Work instructions: A word-for-word transcription of every record is needed.

Stored items
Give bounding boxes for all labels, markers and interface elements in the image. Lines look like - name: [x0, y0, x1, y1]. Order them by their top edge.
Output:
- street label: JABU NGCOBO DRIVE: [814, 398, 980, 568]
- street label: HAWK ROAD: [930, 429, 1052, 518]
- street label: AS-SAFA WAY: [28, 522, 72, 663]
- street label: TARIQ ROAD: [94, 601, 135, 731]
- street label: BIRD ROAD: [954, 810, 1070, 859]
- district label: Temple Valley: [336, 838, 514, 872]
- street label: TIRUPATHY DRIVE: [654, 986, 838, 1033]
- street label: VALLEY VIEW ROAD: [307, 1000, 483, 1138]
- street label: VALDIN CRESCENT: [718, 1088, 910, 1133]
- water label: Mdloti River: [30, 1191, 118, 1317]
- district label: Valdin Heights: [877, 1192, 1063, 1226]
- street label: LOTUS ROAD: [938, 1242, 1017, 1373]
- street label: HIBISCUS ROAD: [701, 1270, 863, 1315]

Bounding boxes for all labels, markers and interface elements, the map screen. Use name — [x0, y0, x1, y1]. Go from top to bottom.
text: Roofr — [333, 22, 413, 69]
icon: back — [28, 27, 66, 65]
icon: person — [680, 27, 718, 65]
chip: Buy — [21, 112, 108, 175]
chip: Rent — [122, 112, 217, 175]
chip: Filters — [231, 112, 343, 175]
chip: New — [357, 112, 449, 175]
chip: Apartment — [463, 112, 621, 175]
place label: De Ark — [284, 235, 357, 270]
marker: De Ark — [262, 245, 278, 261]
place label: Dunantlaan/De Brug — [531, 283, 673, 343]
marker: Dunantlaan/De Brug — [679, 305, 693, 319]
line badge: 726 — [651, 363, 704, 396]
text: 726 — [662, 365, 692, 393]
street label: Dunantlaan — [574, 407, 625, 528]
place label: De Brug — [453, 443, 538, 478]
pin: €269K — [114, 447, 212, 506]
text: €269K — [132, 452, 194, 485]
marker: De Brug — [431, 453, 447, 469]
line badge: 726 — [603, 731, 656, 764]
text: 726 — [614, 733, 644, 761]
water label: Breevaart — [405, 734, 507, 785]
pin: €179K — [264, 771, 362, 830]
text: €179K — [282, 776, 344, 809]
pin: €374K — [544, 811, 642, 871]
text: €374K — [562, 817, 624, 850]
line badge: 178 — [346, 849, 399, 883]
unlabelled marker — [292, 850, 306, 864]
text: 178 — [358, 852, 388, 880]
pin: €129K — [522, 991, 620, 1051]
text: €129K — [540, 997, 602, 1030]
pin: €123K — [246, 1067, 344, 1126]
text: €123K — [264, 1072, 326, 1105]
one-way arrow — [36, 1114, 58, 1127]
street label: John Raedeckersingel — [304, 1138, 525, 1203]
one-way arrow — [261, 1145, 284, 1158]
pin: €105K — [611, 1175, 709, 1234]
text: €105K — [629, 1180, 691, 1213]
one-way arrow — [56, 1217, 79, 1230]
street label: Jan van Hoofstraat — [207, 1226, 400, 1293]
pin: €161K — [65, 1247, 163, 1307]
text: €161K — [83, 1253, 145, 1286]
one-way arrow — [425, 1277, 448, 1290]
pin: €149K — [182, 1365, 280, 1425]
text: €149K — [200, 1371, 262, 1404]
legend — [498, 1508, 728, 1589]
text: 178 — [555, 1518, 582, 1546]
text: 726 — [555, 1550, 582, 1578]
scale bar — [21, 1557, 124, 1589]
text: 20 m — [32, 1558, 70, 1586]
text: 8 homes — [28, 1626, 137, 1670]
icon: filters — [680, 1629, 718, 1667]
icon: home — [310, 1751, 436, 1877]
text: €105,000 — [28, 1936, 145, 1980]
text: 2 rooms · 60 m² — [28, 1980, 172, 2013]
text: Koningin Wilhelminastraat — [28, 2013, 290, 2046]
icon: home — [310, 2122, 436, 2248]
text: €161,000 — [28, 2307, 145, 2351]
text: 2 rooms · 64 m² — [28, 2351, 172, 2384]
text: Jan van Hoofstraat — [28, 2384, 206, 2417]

Answer area:
Give bounding boxes for all labels, markers and interface elements in the image. Lines look like - name: [x0, y0, x1, y1]. Order them by their top edge.
Output:
- street label: JABU NGCOBO DRIVE: [814, 398, 980, 568]
- street label: HAWK ROAD: [930, 429, 1052, 518]
- street label: AS-SAFA WAY: [28, 522, 72, 663]
- street label: TARIQ ROAD: [94, 601, 135, 731]
- street label: BIRD ROAD: [954, 810, 1070, 859]
- district label: Temple Valley: [336, 838, 514, 872]
- street label: TIRUPATHY DRIVE: [654, 986, 838, 1033]
- street label: VALLEY VIEW ROAD: [307, 1000, 483, 1138]
- street label: VALDIN CRESCENT: [718, 1088, 910, 1133]
- water label: Mdloti River: [30, 1191, 118, 1317]
- district label: Valdin Heights: [877, 1192, 1063, 1226]
- street label: LOTUS ROAD: [938, 1242, 1017, 1373]
- street label: HIBISCUS ROAD: [701, 1270, 863, 1315]

Bounding boxes for all labels, markers and interface elements, the map screen. Use name — [x0, y0, x1, y1]. Go from top to bottom.
text: Roofr — [333, 22, 413, 69]
icon: back — [28, 27, 66, 65]
icon: person — [680, 27, 718, 65]
chip: Buy — [21, 112, 108, 175]
chip: Rent — [122, 112, 217, 175]
chip: Filters — [231, 112, 343, 175]
chip: New — [357, 112, 449, 175]
chip: Apartment — [463, 112, 621, 175]
place label: De Ark — [284, 235, 357, 270]
marker: De Ark — [262, 245, 278, 261]
place label: Dunantlaan/De Brug — [531, 283, 673, 343]
marker: Dunantlaan/De Brug — [679, 305, 693, 319]
line badge: 726 — [651, 363, 704, 396]
text: 726 — [662, 365, 692, 393]
street label: Dunantlaan — [574, 407, 625, 528]
place label: De Brug — [453, 443, 538, 478]
pin: €269K — [114, 447, 212, 506]
text: €269K — [132, 452, 194, 485]
marker: De Brug — [431, 453, 447, 469]
line badge: 726 — [603, 731, 656, 764]
text: 726 — [614, 733, 644, 761]
water label: Breevaart — [405, 734, 507, 785]
pin: €179K — [264, 771, 362, 830]
text: €179K — [282, 776, 344, 809]
pin: €374K — [544, 811, 642, 871]
text: €374K — [562, 817, 624, 850]
line badge: 178 — [346, 849, 399, 883]
unlabelled marker — [292, 850, 306, 864]
text: 178 — [358, 852, 388, 880]
pin: €129K — [522, 991, 620, 1051]
text: €129K — [540, 997, 602, 1030]
pin: €123K — [246, 1067, 344, 1126]
text: €123K — [264, 1072, 326, 1105]
one-way arrow — [36, 1114, 58, 1127]
street label: John Raedeckersingel — [304, 1138, 525, 1203]
one-way arrow — [261, 1145, 284, 1158]
pin: €105K — [611, 1175, 709, 1234]
text: €105K — [629, 1180, 691, 1213]
one-way arrow — [56, 1217, 79, 1230]
street label: Jan van Hoofstraat — [207, 1226, 400, 1293]
pin: €161K — [65, 1247, 163, 1307]
text: €161K — [83, 1253, 145, 1286]
one-way arrow — [425, 1277, 448, 1290]
pin: €149K — [182, 1365, 280, 1425]
text: €149K — [200, 1371, 262, 1404]
legend — [498, 1508, 728, 1589]
text: 178 — [555, 1518, 582, 1546]
text: 726 — [555, 1550, 582, 1578]
scale bar — [21, 1557, 124, 1589]
text: 20 m — [32, 1558, 70, 1586]
text: 8 homes — [28, 1626, 137, 1670]
icon: filters — [680, 1629, 718, 1667]
icon: home — [310, 1751, 436, 1877]
text: €105,000 — [28, 1936, 145, 1980]
text: 2 rooms · 60 m² — [28, 1980, 172, 2013]
text: Koningin Wilhelminastraat — [28, 2013, 290, 2046]
icon: home — [310, 2122, 436, 2248]
text: €161,000 — [28, 2307, 145, 2351]
text: 2 rooms · 64 m² — [28, 2351, 172, 2384]
text: Jan van Hoofstraat — [28, 2384, 206, 2417]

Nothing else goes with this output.